- **WHAT THE EXERCISE ASKS**
When a record holds a picture, leave the picture out and copy everything else exactly.

RECORDS FOR PROCESSING START

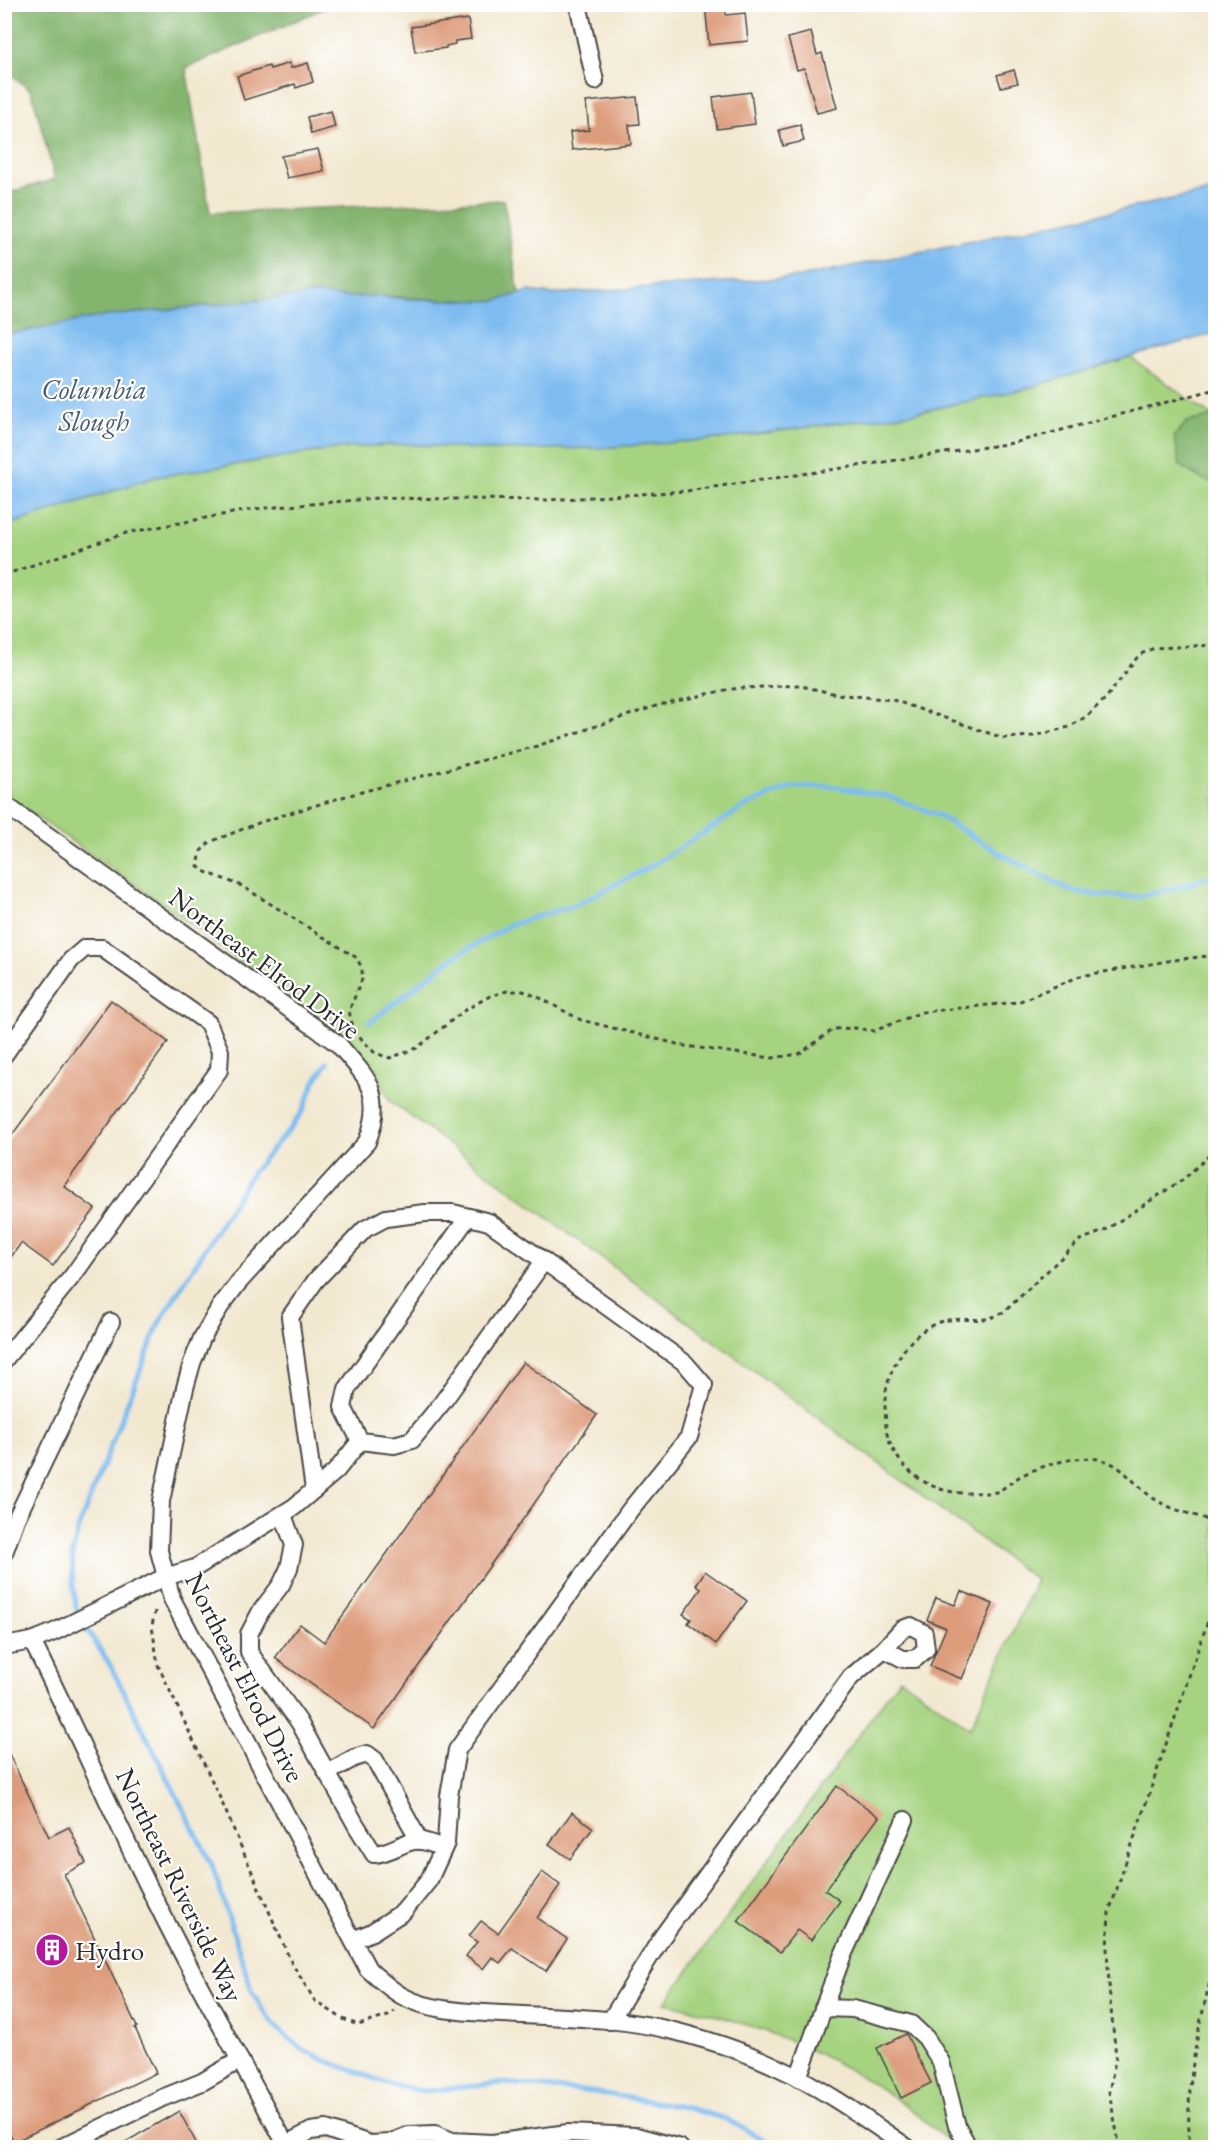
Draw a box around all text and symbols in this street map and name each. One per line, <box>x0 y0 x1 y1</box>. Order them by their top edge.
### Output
water label: Columbia Slough <box>41 371 147 439</box>
street label: Northeast Elrod Drive <box>162 880 368 1046</box>
street label: Northeast Elrod Drive <box>177 1566 313 1788</box>
street label: Northeast Riverside Way <box>108 1762 252 2008</box>
building icon: Hydro <box>34 1932 70 1968</box>
place label: Hydro <box>75 1933 144 1968</box>

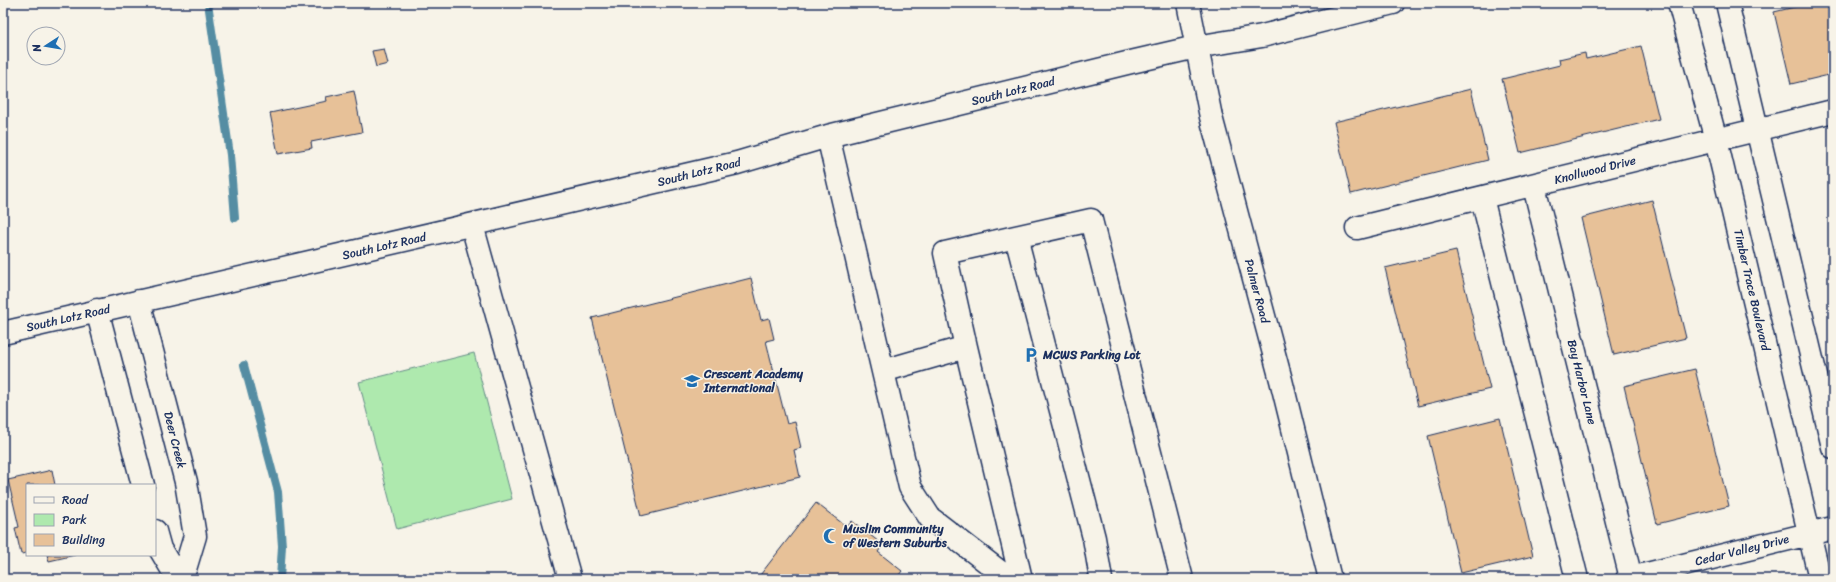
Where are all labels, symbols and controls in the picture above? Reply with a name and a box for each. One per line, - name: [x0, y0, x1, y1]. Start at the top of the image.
- north arrow: [26, 26, 66, 66]
- text: N: [27, 42, 47, 55]
- street label: South Lotz Road: [969, 70, 1058, 112]
- street label: Knollwood Drive: [1552, 149, 1638, 191]
- street label: South Lotz Road: [655, 151, 744, 193]
- street label: South Lotz Road: [340, 226, 429, 266]
- street label: Timber Trace Boulevard: [1727, 227, 1777, 354]
- street label: Palmer Road: [1238, 256, 1277, 327]
- street label: South Lotz Road: [24, 298, 113, 338]
- street label: Bay Harbor Lane: [1561, 337, 1603, 427]
- place label: MCWS Parking Lot: [1042, 344, 1141, 366]
- parking icon: MCWS Parking Lot: [1022, 346, 1040, 364]
- place label: Crescent Academy International: [703, 363, 804, 399]
- school or university icon: Crescent Academy International: [683, 372, 701, 390]
- street label: Deer Creek: [157, 409, 193, 471]
- legend: [26, 484, 156, 556]
- text: Road: [62, 489, 89, 511]
- text: Park: [62, 509, 87, 531]
- place label: Muslim Community of Western Suburbs: [842, 518, 948, 554]
- mosque icon: Muslim Community of Western Suburbs: [822, 527, 840, 545]
- street label: Cedar Valley Drive: [1693, 528, 1792, 572]
- text: Building: [62, 529, 105, 551]

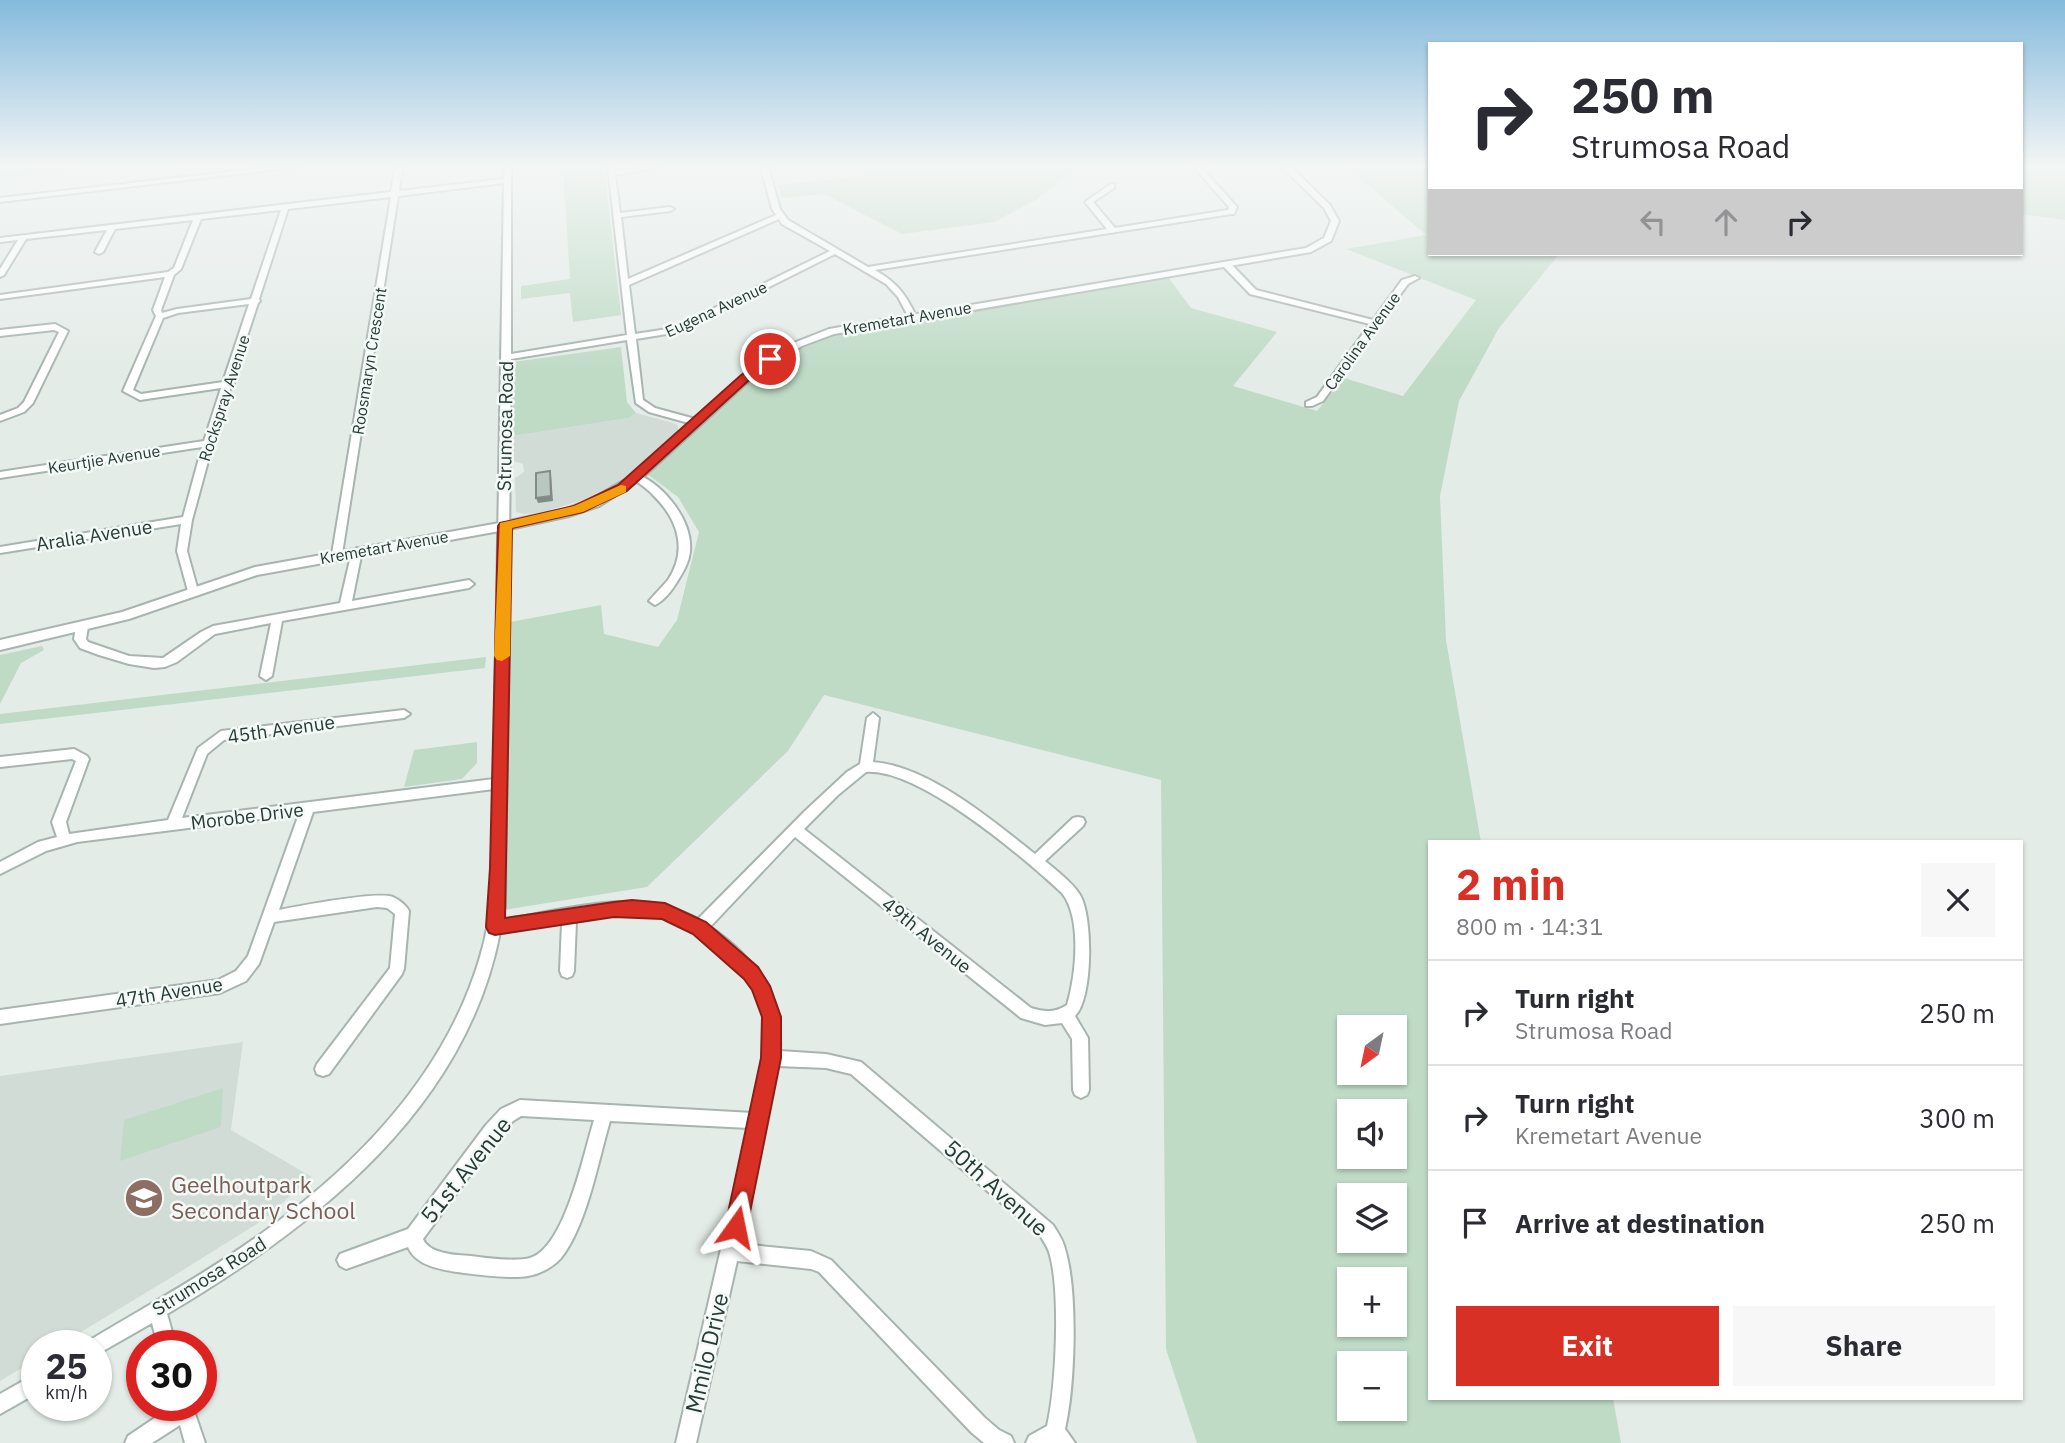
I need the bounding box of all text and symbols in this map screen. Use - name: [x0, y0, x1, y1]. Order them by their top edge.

RECORDS FOR PROCESSING END

- **YOUR SOLUTION**
Draw a box around all text and symbols in this street map and name each. One per line, <box>x0 y0 x1 y1</box>. Order them by their top edge.
### Output
water label: Columbia Slough <box>41 371 147 439</box>
street label: Northeast Elrod Drive <box>162 880 368 1046</box>
street label: Northeast Elrod Drive <box>177 1566 313 1788</box>
street label: Northeast Riverside Way <box>108 1762 252 2008</box>
building icon: Hydro <box>34 1932 70 1968</box>
place label: Hydro <box>75 1933 144 1968</box>

Where are all labels, symbols and controls in the picture above? Reply with a name and a box for each. One per line, - name: [x0, y0, x1, y1]. Start at the top of the image.
- north arrow: [26, 26, 66, 66]
- text: N: [27, 42, 47, 55]
- street label: South Lotz Road: [969, 70, 1058, 112]
- street label: Knollwood Drive: [1552, 149, 1638, 191]
- street label: South Lotz Road: [655, 151, 744, 193]
- street label: South Lotz Road: [340, 226, 429, 266]
- street label: Timber Trace Boulevard: [1727, 227, 1777, 354]
- street label: Palmer Road: [1238, 256, 1277, 327]
- street label: South Lotz Road: [24, 298, 113, 338]
- street label: Bay Harbor Lane: [1561, 337, 1603, 427]
- place label: MCWS Parking Lot: [1042, 344, 1141, 366]
- parking icon: MCWS Parking Lot: [1022, 346, 1040, 364]
- place label: Crescent Academy International: [703, 363, 804, 399]
- school or university icon: Crescent Academy International: [683, 372, 701, 390]
- street label: Deer Creek: [157, 409, 193, 471]
- legend: [26, 484, 156, 556]
- text: Road: [62, 489, 89, 511]
- text: Park: [62, 509, 87, 531]
- place label: Muslim Community of Western Suburbs: [842, 518, 948, 554]
- mosque icon: Muslim Community of Western Suburbs: [822, 527, 840, 545]
- street label: Cedar Valley Drive: [1693, 528, 1792, 572]
- text: Building: [62, 529, 105, 551]

I need the bounding box of all text and symbols in this map screen. Use - name: [x0, y0, x1, y1]. Order them by their top edge.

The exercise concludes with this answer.